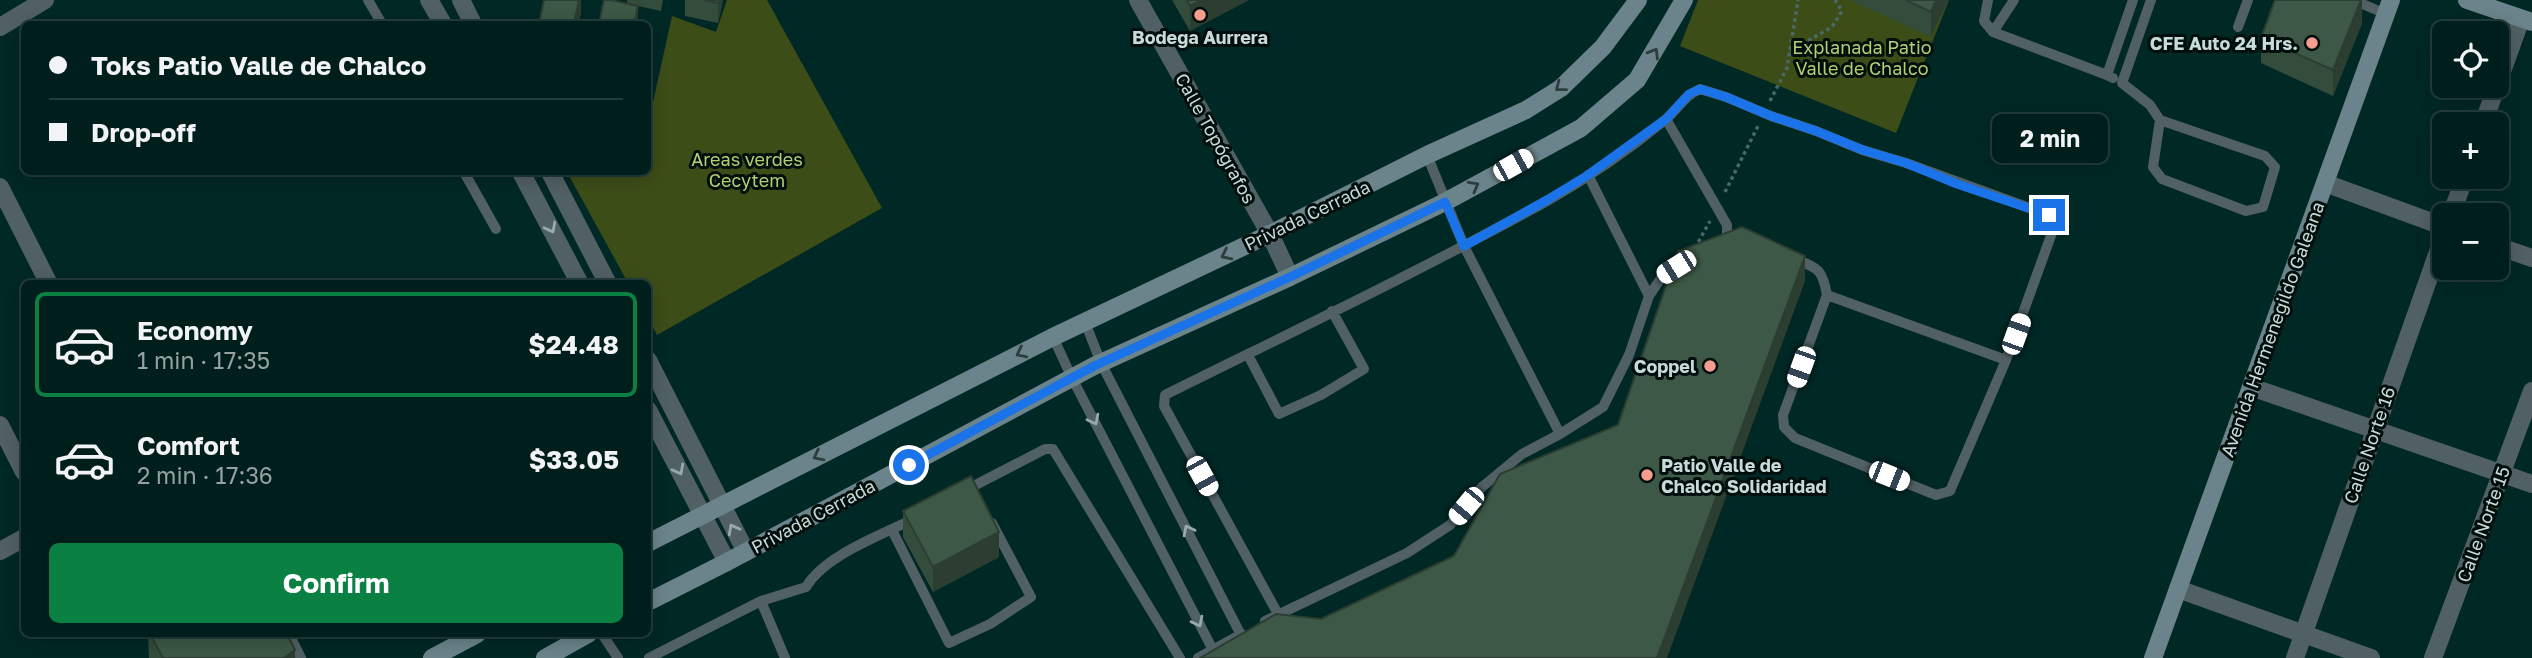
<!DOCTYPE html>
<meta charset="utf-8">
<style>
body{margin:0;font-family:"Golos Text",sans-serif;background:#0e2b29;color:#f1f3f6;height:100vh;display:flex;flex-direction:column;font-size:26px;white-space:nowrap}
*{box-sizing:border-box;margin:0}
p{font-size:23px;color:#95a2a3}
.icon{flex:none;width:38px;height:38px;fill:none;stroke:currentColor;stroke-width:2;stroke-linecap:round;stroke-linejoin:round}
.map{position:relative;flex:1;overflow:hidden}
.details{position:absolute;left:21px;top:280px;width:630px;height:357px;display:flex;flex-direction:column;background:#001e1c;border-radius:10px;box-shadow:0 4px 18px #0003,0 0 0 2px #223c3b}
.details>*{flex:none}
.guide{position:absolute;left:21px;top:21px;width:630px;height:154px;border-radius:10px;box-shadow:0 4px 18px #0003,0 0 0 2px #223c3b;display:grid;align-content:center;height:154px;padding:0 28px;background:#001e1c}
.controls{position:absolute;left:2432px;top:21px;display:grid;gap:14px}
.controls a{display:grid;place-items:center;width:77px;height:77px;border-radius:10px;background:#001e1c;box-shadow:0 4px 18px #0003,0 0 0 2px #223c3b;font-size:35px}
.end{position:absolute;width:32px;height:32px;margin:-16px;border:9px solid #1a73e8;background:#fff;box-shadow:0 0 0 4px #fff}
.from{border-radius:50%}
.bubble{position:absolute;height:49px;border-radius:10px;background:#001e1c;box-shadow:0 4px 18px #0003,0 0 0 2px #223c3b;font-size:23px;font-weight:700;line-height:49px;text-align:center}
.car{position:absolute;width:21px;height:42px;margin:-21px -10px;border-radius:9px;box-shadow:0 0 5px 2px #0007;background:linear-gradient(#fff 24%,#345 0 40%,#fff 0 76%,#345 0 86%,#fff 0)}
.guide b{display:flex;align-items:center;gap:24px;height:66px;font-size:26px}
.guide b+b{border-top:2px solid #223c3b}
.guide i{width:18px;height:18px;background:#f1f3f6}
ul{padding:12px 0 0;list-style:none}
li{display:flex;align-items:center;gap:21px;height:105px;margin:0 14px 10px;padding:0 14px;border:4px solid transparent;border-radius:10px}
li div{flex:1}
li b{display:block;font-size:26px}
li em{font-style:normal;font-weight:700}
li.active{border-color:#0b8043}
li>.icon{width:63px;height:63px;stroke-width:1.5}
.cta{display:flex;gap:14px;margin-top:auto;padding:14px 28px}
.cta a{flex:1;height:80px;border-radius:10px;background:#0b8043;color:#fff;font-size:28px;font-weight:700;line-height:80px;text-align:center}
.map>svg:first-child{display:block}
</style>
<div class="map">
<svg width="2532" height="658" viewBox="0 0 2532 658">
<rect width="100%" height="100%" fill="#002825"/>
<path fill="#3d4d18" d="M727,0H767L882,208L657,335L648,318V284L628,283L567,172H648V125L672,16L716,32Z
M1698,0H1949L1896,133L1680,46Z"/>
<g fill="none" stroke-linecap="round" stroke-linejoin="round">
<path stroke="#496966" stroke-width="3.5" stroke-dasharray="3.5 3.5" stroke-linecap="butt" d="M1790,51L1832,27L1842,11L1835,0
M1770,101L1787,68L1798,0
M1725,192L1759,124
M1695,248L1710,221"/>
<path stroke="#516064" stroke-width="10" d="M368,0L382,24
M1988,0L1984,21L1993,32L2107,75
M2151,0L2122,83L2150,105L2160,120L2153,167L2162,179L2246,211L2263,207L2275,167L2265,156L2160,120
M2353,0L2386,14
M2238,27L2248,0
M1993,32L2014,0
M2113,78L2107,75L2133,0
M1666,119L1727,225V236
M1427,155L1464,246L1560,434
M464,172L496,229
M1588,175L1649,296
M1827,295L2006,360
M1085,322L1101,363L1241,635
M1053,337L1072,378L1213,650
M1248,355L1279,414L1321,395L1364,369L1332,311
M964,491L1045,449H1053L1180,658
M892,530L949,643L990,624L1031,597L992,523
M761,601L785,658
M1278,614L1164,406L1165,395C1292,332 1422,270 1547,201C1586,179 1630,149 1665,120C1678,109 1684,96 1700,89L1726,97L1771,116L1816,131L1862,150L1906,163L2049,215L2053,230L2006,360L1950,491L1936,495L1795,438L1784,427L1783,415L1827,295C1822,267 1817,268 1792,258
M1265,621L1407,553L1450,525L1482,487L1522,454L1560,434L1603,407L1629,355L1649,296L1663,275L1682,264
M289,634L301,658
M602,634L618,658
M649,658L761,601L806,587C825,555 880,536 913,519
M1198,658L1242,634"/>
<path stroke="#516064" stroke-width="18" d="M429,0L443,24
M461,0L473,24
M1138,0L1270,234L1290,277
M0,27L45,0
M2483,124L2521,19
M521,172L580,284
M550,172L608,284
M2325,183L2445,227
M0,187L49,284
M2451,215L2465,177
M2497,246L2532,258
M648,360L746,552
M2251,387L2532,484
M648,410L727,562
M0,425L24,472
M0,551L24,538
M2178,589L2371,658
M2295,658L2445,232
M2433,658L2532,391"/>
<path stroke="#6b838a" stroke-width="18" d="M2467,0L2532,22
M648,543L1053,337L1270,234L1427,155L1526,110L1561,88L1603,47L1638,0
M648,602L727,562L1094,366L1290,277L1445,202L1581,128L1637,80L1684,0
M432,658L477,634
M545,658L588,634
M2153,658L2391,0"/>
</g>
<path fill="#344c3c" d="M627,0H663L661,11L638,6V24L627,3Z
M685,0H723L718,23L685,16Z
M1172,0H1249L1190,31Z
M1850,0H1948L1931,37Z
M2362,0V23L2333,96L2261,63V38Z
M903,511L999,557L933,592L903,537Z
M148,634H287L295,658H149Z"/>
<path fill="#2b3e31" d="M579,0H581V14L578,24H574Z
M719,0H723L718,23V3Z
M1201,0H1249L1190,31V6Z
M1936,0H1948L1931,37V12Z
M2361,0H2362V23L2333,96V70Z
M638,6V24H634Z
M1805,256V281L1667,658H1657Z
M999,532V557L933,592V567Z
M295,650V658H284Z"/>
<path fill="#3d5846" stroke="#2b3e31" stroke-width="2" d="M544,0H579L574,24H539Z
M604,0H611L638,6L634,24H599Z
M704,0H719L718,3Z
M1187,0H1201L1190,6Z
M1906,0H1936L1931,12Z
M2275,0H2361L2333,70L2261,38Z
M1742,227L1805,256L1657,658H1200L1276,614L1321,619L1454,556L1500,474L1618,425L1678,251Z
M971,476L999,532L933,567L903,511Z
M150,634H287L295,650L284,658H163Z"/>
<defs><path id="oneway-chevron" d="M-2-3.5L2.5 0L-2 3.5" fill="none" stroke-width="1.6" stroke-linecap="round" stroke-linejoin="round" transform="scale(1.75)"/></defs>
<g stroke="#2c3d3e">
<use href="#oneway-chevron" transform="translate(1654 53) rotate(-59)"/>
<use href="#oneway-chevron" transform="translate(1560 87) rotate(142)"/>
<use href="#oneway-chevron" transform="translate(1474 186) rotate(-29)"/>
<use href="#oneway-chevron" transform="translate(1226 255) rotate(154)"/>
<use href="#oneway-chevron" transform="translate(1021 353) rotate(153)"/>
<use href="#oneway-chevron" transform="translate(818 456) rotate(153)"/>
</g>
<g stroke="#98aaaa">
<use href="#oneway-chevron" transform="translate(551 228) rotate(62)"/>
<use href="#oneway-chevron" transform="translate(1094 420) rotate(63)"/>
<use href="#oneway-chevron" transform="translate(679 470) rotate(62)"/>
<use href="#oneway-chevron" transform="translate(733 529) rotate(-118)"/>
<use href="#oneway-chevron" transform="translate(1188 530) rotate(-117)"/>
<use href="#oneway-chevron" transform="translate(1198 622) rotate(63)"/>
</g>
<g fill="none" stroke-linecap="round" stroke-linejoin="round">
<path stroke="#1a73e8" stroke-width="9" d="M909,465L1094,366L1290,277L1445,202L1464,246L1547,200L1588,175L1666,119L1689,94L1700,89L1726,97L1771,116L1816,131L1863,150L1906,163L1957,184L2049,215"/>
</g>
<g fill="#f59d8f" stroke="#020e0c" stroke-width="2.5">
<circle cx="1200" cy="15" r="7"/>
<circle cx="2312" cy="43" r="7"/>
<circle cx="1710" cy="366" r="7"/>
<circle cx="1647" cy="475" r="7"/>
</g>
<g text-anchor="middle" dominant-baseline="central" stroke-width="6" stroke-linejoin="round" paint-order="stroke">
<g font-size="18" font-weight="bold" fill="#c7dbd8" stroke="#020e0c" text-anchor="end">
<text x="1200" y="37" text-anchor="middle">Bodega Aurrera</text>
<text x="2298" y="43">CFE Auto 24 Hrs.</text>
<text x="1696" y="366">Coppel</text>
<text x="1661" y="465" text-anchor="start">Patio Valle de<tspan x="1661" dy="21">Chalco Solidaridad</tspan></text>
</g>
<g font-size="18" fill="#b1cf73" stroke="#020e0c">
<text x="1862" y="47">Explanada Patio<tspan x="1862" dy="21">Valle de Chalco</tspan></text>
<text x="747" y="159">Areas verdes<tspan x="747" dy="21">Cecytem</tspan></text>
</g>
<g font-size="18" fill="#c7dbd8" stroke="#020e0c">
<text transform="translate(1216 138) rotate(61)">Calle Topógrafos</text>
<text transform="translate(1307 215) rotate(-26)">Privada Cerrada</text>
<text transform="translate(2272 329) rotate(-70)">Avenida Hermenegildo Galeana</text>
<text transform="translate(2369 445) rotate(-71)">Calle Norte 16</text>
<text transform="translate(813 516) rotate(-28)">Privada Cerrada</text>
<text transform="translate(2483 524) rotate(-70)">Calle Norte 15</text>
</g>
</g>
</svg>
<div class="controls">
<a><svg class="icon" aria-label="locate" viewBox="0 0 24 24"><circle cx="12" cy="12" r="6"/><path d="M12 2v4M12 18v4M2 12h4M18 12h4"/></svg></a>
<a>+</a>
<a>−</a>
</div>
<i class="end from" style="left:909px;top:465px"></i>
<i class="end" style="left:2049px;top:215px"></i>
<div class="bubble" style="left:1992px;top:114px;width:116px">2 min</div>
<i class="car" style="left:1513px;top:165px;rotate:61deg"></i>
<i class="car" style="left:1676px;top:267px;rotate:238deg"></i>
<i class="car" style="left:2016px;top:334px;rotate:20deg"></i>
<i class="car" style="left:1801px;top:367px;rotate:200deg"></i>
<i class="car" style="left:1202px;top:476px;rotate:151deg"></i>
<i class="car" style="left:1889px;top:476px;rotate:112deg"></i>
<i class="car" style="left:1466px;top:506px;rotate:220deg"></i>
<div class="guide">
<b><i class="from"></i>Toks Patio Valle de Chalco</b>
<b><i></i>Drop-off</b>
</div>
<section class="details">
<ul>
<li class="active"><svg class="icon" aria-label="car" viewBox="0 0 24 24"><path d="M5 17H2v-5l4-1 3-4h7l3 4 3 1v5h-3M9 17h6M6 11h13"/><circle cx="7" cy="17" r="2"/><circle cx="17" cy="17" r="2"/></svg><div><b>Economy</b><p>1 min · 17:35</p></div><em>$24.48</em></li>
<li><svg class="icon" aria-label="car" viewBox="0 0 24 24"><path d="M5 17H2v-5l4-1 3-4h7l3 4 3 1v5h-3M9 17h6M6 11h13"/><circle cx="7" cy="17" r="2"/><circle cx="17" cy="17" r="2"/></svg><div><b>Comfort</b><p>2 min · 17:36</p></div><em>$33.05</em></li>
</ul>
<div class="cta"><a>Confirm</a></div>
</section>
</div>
********
• _Task to carry out_
Every line of the data above that includes "position" should be listed.

• _Completed exercise_
.map{position:relative;flex:1;overflow:hidden}
.details{position:absolute;left:21px;top:280px;width:630px;height:357px;display:flex;flex-direction:column;background:#001e1c;border-radius:10px;box-shadow:0 4px 18px #0003,0 0 0 2px #223c3b}
.guide{position:absolute;left:21px;top:21px;width:630px;height:154px;border-radius:10px;box-shadow:0 4px 18px #0003,0 0 0 2px #223c3b;display:grid;align-content:center;height:154px;padding:0 28px;background:#001e1c}
.controls{position:absolute;left:2432px;top:21px;display:grid;gap:14px}
.end{position:absolute;width:32px;height:32px;margin:-16px;border:9px solid #1a73e8;background:#fff;box-shadow:0 0 0 4px #fff}
.bubble{position:absolute;height:49px;border-radius:10px;background:#001e1c;box-shadow:0 4px 18px #0003,0 0 0 2px #223c3b;font-size:23px;font-weight:700;line-height:49px;text-align:center}
.car{position:absolute;width:21px;height:42px;margin:-21px -10px;border-radius:9px;box-shadow:0 0 5px 2px #0007;background:linear-gradient(#fff 24%,#345 0 40%,#fff 0 76%,#345 0 86%,#fff 0)}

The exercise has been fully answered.